On Tue, Jun 13, 2017 at 11:59:21AM -0400, Richard Barnes wrote:
> Hey Zach,
> 
> Thanks for submitting a PR on this.  I just filed a review with some
> specific comments:
> 
> https://github.com/ietf-wg-acme/acme/pull/312#pullrequestreview-43769669
> 
> This change seems fine to me, especially if we make the change I propose in
> there to digest the whole key authorization instead of just the token.  I
> don't think there's a security problem here, but I also don't think
> stateless clients are tremendously valuable to the ecosystem, and it seems
> conservative to require more knowledge on the part of the verification host.
> 
> Looking at the thread, I'm not seeing strong objections.   Unless I hear
> something here before Zach updates the PR, I'll go ahead and merge once
> that's done.

I think that if one wanted to be consistent among different validation
methods, then challenges would be based on hash of one thing, and the
responses would be (hash of) another.

However, I do not think it is sufficient for security to take just the
random token for request, and random token + accout JWT for response.

The problems with do not manifest in HTTP nor DNS, since HTTP and DNS
requests are also bound to the validatio name (via virtual host
and QNAME respectively) as fundamential part of request process.

However, TLS-SNI is another matter. There is nothing binding validation
to domain name, not even if preimages are disclosed. And this in my view
causes TLS-SNI to fail to validate the domain itself, instead validating
the underlying IP address.

Now, the lack of this binding does not manifest when the server is
dedicated and the webmaster has full control of the entiere server,
however it does manifest if the server is shared between multiple
tenants. The server has no way of determining if the challenge-
response pairs are legimate or not.

To fix this, I think that the identifier being validated should be
included in requests (and possibly responses).

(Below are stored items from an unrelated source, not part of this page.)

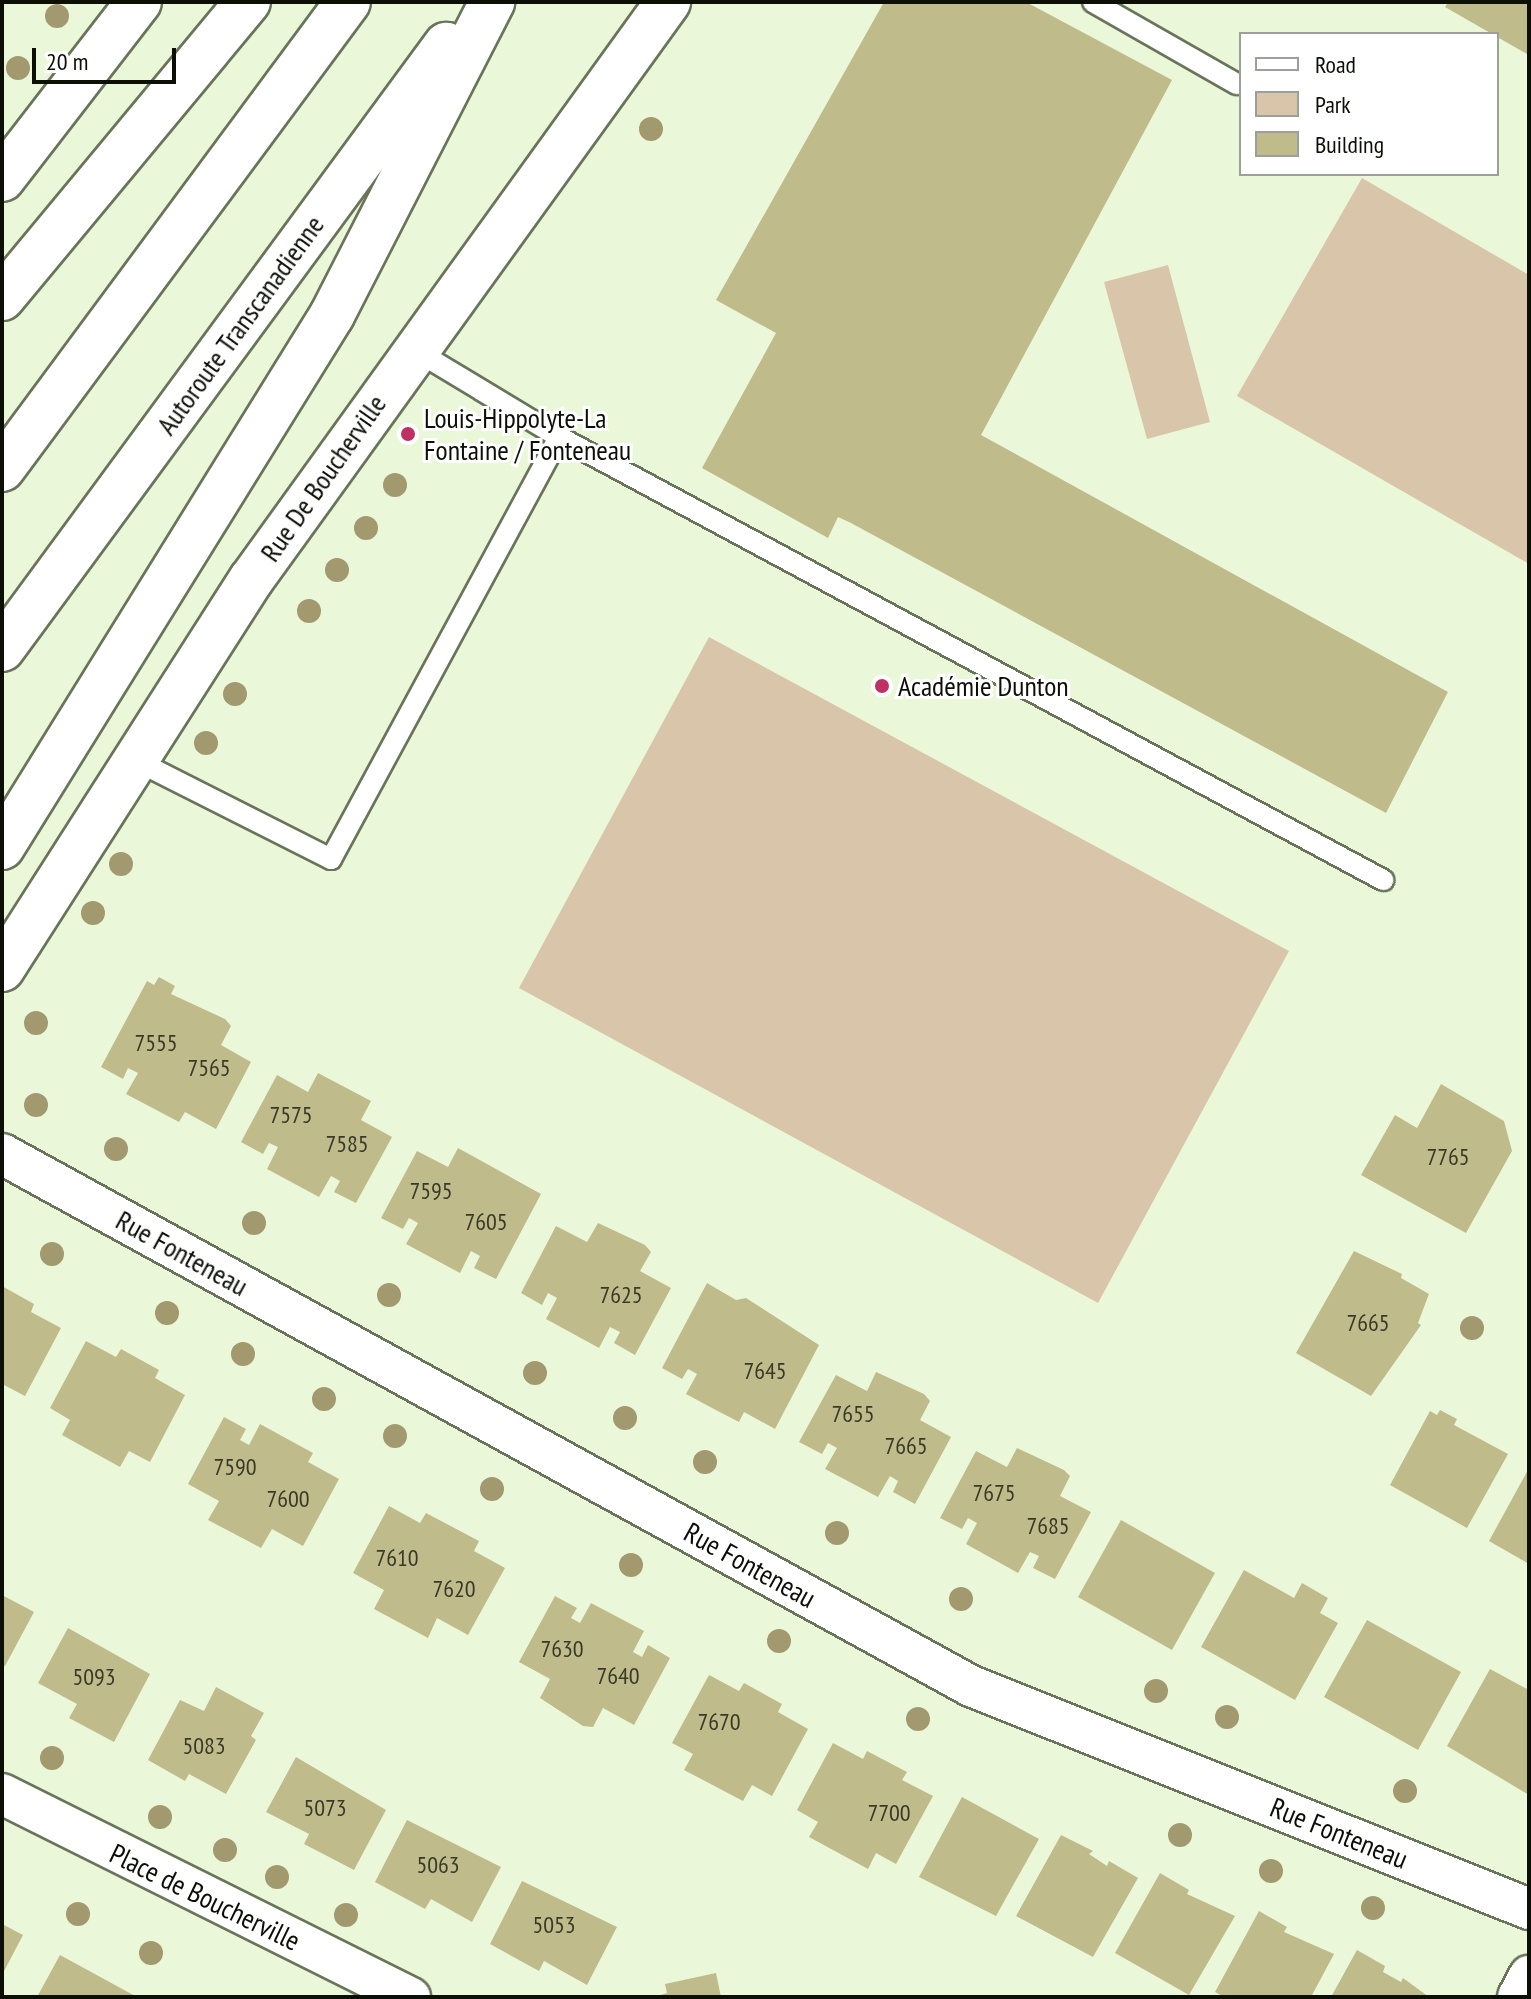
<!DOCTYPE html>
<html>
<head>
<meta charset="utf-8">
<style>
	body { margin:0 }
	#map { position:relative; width:1531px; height:1999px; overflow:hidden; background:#eaf8d9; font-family:"PT Sans Narrow",sans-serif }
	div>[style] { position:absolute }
	.green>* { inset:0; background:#d9c6aa }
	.building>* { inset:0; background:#c0bb8b }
	.roads { filter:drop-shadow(2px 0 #69745a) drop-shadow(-2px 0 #69745a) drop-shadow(0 2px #69745a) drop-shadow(0 -2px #69745a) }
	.lane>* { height:20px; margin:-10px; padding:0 10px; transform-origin:10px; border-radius:10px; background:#fff }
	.street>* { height:40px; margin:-20px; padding:0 20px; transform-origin:20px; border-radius:20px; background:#fff }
	.secondary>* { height:44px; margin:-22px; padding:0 22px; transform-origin:22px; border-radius:22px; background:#fff }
	.highway>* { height:44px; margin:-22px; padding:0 22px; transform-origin:22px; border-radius:22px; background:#fff }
	.trees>* { width:24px; height:24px; margin:-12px; border-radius:50%; background:#a2996f }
	.dots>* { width:22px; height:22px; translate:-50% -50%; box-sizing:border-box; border:4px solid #fff; border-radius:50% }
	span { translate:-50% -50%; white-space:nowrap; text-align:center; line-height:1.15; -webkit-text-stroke:6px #fff; paint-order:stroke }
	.number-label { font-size:24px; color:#383a27 }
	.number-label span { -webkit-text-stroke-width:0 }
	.street-label { font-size:28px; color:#0b0f06 }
	.poi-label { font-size:28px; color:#0b0f06 }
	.left { translate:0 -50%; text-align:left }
	.frame { position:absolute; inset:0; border:4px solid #0b0f06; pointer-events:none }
	.legend { position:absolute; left:1239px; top:32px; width:260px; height:144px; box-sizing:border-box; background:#fff; border:2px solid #9d9f9b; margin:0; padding:10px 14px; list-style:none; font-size:24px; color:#0b0f06 }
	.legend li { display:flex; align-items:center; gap:16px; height:40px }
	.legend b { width:40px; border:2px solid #9d9f9b }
	.scale { position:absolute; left:32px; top:48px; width:144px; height:36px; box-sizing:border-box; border:4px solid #0b0f06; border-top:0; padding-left:10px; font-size:24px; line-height:28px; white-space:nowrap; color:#0b0f06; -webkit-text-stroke:6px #fff; paint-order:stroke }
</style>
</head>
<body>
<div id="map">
	<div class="green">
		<div style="clip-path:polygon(1362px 178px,1529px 275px,1529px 564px,1237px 396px)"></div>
		<div style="clip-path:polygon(1168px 265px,1210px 422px,1147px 439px,1104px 282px)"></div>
		<div style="clip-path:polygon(709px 637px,1289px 951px,1098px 1303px,519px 988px)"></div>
	</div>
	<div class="building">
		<div style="clip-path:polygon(884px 2px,1026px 2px,1172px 80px,981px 435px,1448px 692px,1386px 813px,851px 523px,838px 517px,828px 538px,702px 468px,776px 333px,716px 300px)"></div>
		<div style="clip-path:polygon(1448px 2px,1529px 2px,1527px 54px,1445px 7px)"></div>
		<div style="clip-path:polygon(159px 977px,175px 986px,171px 994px,225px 1019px,231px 1026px,221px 1045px,251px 1062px,216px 1129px,185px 1112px,179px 1122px,126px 1094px,138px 1073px,128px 1068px,123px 1079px,101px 1067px,147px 981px,154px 985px)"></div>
		<div style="clip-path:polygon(318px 1073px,371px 1101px,361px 1120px,392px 1137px,356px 1203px,334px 1192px,340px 1181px,331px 1176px,319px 1197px,267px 1169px,278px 1147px,269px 1143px,263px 1154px,241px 1142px,277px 1075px,308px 1092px)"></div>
		<div style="clip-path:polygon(1441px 1084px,1504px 1121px,1512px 1151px,1466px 1233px,1361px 1175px,1395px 1115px,1417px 1128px)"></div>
		<div style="clip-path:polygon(458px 1148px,541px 1194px,496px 1279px,474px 1268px,480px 1256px,471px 1251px,460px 1273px,406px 1244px,418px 1223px,409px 1218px,403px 1229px,381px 1218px,417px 1151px,448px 1167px)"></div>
		<div style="clip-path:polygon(598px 1223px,645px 1245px,651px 1252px,640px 1271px,671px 1288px,635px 1355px,614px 1343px,620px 1332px,610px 1327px,599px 1348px,546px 1319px,557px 1298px,548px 1293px,542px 1305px,521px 1293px,556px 1226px,587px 1242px)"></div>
		<div style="clip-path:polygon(1354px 1251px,1402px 1274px,1401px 1278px,1429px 1294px,1418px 1323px,1421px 1325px,1371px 1396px,1296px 1353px)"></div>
		<div style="clip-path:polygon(707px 1283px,736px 1300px,746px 1298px,819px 1345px,775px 1429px,744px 1412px,739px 1422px,712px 1408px,686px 1394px,697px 1374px,688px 1369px,682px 1379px,662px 1368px)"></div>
		<div style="clip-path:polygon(2px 1286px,34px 1304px,31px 1312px,61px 1328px,25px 1396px,4px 1385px,2px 1388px)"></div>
		<div style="clip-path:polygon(86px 1341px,116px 1357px,121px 1349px,159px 1370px,155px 1378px,185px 1395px,150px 1462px,129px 1451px,120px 1467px,62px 1435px,70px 1420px,50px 1408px)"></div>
		<div style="clip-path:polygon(876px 1372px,924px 1394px,930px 1401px,920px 1420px,951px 1437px,915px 1504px,893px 1492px,898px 1481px,890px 1476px,878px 1497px,825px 1469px,837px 1448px,828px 1443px,822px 1454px,799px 1442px,836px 1375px,867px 1391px)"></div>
		<div style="clip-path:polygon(1440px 1410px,1457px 1419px,1454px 1425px,1508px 1454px,1467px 1528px,1390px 1485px,1430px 1411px,1437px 1415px)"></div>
		<div style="clip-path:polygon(224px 1417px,246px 1429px,240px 1440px,249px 1445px,260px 1424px,313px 1453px,308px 1462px,339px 1479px,303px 1546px,272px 1529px,261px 1548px,208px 1520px,219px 1501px,188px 1484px)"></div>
		<div style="clip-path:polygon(1017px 1448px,1064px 1470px,1070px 1476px,1060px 1496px,1091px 1512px,1055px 1579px,1033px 1568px,1039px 1556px,1030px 1552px,1018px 1573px,966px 1544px,977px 1523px,968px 1518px,962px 1529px,940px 1518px,976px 1451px,1007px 1467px)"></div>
		<div style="clip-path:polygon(1529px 1468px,1529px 1564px,1489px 1541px)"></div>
		<div style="clip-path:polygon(389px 1506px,420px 1523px,426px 1513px,479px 1541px,474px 1551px,505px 1568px,468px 1635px,437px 1618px,428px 1638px,374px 1609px,384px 1590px,353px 1573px)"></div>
		<div style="clip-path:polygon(1121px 1520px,1215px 1573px,1172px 1650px,1078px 1597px)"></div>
		<div style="clip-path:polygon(1244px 1570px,1294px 1598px,1302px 1583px,1328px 1598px,1320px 1613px,1338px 1623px,1295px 1700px,1201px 1647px)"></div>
		<div style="clip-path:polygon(2px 1595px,34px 1612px,5px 1666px,2px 1665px)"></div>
		<div style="clip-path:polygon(555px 1596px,577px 1608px,571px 1618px,580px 1623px,591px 1603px,644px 1631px,633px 1652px,642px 1657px,648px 1645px,670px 1658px,634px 1725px,603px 1708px,593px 1727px,583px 1726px,540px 1698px,550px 1679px,519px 1662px)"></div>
		<div style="clip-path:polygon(1367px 1620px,1461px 1672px,1418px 1750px,1324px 1697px)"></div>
		<div style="clip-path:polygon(68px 1628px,150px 1674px,114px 1742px,69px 1718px,77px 1704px,38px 1683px)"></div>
		<div style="clip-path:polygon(1490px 1669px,1529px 1690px,1529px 1795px,1447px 1746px)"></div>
		<div style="clip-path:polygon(709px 1675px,739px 1691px,744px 1683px,782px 1704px,778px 1712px,808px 1729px,772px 1796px,752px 1785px,743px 1801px,684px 1770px,693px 1754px,672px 1743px)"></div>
		<div style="clip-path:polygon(216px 1687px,264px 1713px,251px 1736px,256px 1740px,226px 1794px,189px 1774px,185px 1781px,148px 1760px,180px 1700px,204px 1711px)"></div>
		<div style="clip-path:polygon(833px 1743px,863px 1759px,867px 1751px,907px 1772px,902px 1780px,933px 1796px,896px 1864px,876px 1853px,868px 1869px,809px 1837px,818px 1822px,797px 1810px)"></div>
		<div style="clip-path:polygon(296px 1757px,386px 1810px,354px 1870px,304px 1844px,309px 1834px,266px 1812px)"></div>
		<div style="clip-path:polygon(962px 1797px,1039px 1839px,996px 1916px,919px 1877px)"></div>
		<div style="clip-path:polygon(407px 1820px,501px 1867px,472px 1922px,431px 1899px,425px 1909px,375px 1882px)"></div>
		<div style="clip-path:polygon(1061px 1835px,1093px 1851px,1089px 1854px,1107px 1866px,1109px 1861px,1138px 1878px,1093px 1957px,1016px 1916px)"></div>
		<div style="clip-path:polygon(1160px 1873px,1189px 1890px,1187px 1894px,1235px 1916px,1189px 1995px,1115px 1953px)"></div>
		<div style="clip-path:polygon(522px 1881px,617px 1927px,587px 1985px,544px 1961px,539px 1971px,490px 1944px)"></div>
		<div style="clip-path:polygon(1259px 1911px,1287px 1927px,1284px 1932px,1334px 1954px,1311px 1997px,1224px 1997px,1215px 1992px)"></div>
		<div style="clip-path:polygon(2px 1924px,23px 1935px,2px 1975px)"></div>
		<div style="clip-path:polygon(1357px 1950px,1385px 1966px,1383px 1972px,1401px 1982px,1403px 1978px,1429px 1997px,1331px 1997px)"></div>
		<div style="clip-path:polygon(60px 1955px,137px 1997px,37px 1997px)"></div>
		<div style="clip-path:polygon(716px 1973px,721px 1997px,654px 1997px,667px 1993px,665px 1984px)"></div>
	</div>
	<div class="roads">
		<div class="lane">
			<div style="left:1093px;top:2px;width:166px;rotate:29.7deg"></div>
			<div style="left:559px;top:437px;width:936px;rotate:28.26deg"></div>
			<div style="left:133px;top:759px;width:222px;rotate:26.8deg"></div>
			<div style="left:331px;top:859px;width:480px;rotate:-61.6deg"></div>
			<div style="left:559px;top:437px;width:168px;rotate:-148.9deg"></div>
		</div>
		<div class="street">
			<div style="left:2px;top:1154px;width:1105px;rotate:28.77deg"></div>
			<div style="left:971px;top:1686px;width:601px;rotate:21.78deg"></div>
			<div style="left:2px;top:1794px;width:456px;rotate:26.5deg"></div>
			<div style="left:1518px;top:1997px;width:24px;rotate:-62deg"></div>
		</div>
		<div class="secondary">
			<div style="left:2px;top:179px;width:224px;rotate:-52.3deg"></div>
			<div style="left:2px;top:969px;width:462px;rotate:-57.4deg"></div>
			<div style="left:251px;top:580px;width:713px;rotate:-54.19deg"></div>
		</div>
		<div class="highway">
			<div style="left:2px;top:298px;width:385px;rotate:-50.3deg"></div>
			<div style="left:2px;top:469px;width:581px;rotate:-53.47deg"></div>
			<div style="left:2px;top:649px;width:750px;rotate:-53.68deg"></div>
			<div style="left:2px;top:847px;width:626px;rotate:-58.19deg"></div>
			<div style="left:332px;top:315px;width:352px;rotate:-62.9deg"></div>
		</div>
	</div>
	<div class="trees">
		<div style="left:57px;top:16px"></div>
		<div style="left:18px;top:68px"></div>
		<div style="left:651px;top:129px"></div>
		<div style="left:395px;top:485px"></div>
		<div style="left:366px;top:528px"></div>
		<div style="left:337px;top:570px"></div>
		<div style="left:309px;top:611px"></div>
		<div style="left:235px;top:694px"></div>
		<div style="left:206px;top:743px"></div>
		<div style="left:121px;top:864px"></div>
		<div style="left:93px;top:913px"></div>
		<div style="left:36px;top:1023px"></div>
		<div style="left:36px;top:1105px"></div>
		<div style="left:116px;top:1149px"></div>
		<div style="left:254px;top:1223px"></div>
		<div style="left:52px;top:1254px"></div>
		<div style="left:389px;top:1295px"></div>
		<div style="left:167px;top:1313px"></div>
		<div style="left:1472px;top:1328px"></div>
		<div style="left:243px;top:1354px"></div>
		<div style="left:535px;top:1373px"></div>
		<div style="left:324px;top:1399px"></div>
		<div style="left:625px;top:1418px"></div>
		<div style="left:395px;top:1436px"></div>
		<div style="left:705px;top:1462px"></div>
		<div style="left:492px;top:1489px"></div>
		<div style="left:837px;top:1533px"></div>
		<div style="left:631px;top:1565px"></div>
		<div style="left:961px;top:1599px"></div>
		<div style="left:779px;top:1641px"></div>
		<div style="left:1156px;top:1691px"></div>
		<div style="left:1227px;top:1717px"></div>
		<div style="left:918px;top:1719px"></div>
		<div style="left:52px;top:1758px"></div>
		<div style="left:1405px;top:1791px"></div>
		<div style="left:160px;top:1817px"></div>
		<div style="left:1180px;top:1835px"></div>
		<div style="left:225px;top:1850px"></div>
		<div style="left:1271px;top:1871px"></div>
		<div style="left:277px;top:1877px"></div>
		<div style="left:1373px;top:1908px"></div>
		<div style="left:78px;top:1914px"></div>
		<div style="left:346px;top:1915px"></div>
		<div style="left:151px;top:1953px"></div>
	</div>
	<div class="dots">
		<div style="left:408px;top:434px;background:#be3162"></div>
		<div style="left:882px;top:686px;background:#be3162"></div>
	</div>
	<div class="number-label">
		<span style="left:156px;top:1043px">7555</span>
		<span style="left:209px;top:1068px">7565</span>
		<span style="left:291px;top:1115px">7575</span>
		<span style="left:347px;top:1144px">7585</span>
		<span style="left:1448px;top:1157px">7765</span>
		<span style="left:431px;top:1191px">7595</span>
		<span style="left:486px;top:1222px">7605</span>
		<span style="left:621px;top:1295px">7625</span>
		<span style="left:1368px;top:1323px">7665</span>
		<span style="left:765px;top:1371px">7645</span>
		<span style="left:853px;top:1414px">7655</span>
		<span style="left:906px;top:1446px">7665</span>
		<span style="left:235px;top:1467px">7590</span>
		<span style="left:994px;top:1493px">7675</span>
		<span style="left:288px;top:1499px">7600</span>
		<span style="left:1048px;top:1526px">7685</span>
		<span style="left:397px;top:1558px">7610</span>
		<span style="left:454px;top:1589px">7620</span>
		<span style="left:562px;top:1649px">7630</span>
		<span style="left:618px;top:1676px">7640</span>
		<span style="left:94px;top:1677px">5093</span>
		<span style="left:719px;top:1722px">7670</span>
		<span style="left:204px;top:1746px">5083</span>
		<span style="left:325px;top:1808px">5073</span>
		<span style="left:889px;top:1813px">7700</span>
		<span style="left:438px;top:1865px">5063</span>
		<span style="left:554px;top:1925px">5053</span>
	</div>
	<div class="street-label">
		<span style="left:240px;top:325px;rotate:-54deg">Autoroute Transcanadienne</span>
		<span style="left:323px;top:478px;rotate:-55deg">Rue De Boucherville</span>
		<span style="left:182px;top:1253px;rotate:29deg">Rue Fonteneau</span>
		<span style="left:750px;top:1565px;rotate:29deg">Rue Fonteneau</span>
		<span style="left:1339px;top:1833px;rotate:22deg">Rue Fonteneau</span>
		<span style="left:205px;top:1897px;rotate:26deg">Place de Boucherville</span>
	</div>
	<div class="poi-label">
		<span class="left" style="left:424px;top:434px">Louis-Hippolyte-La<br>Fontaine / Fonteneau</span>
		<span class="left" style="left:898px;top:686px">Académie Dunton</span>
	</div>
	<div class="frame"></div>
	<ul class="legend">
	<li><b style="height:10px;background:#fff"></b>Road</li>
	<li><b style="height:22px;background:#d9c6aa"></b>Park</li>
	<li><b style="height:22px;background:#c0bb8b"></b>Building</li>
	</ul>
	<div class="scale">20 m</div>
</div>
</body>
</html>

One scheme I considered earlier (but didn't actually send a mail about,
due to writing the mail to a wrong place):


Request form would be (before hashing):

TR.<random>.<method>.<identifierbase64url>


And response form would be (possibly before hashing):

KA.<random>.<method>.<identifierbase64url>.<accountjwt>


(I included message tags and methods to follow good practice of
separating different messages, altough in this case, there is no
way to confuse the two, since number of periods is different.)


Now, disclosing the preimages allows verifying that the challenge-
response pair is a validation of legimate domain.